### [Task to carry out]
Make a verbatim copy of the entries below; pictures stay out.

### [Data extract]
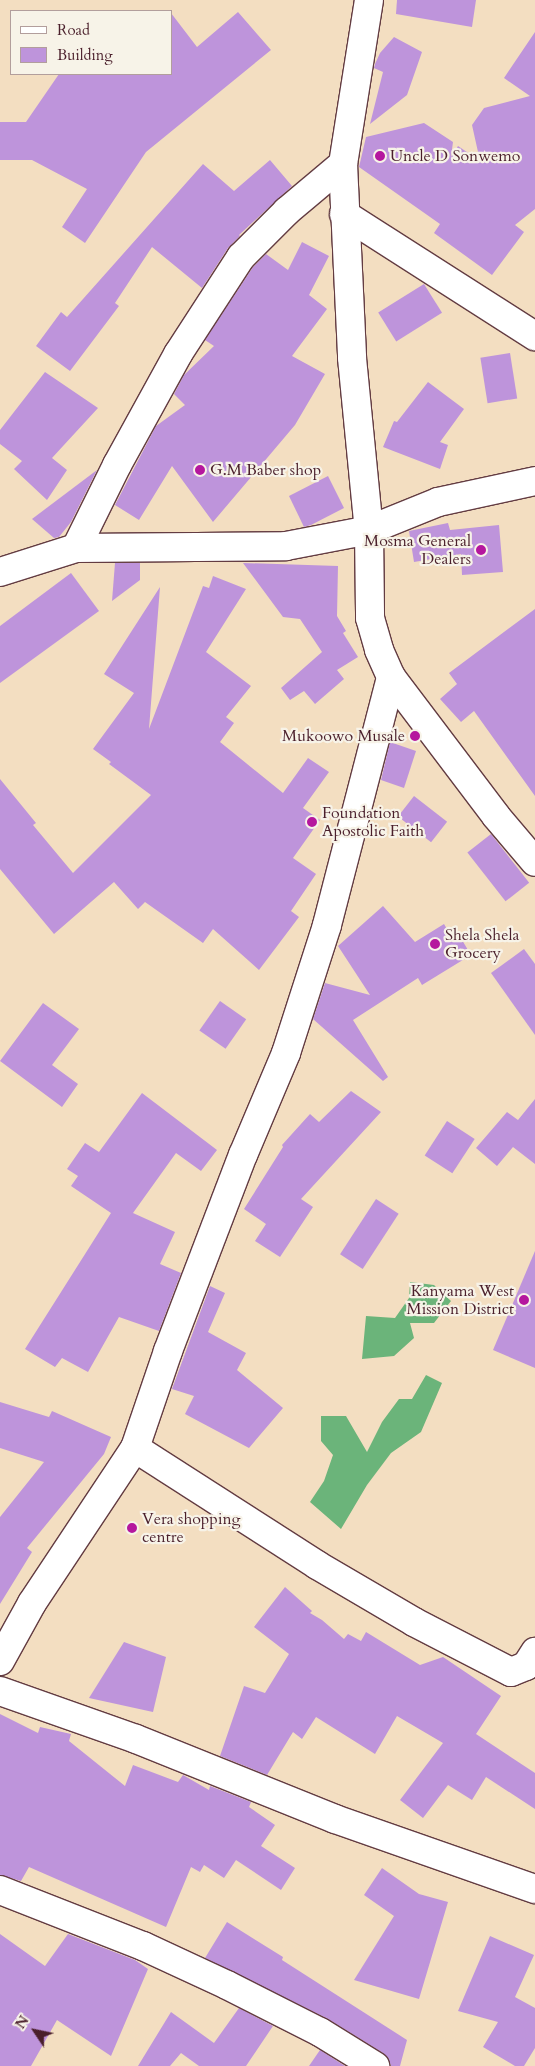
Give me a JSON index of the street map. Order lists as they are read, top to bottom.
{
  "places": [
    "Uncle D Sonwemo",
    "G.M Baber shop",
    "Mosma General Dealers",
    "Mukoowo Musale",
    "Foundation Apostolic Faith",
    "Shela Shela Grocery",
    "Kanyama West Mission District",
    "Vera shopping centre"
  ],
  "legend": ["Road", "Building"],
  "north": "top left"
}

### [Answer section]
Give me a JSON index of the street map. Order lists as they are read, top to bottom.
{
  "places": [
    "Uncle D Sonwemo",
    "G.M Baber shop",
    "Mosma General Dealers",
    "Mukoowo Musale",
    "Foundation Apostolic Faith",
    "Shela Shela Grocery",
    "Kanyama West Mission District",
    "Vera shopping centre"
  ],
  "legend": ["Road", "Building"],
  "north": "top left"
}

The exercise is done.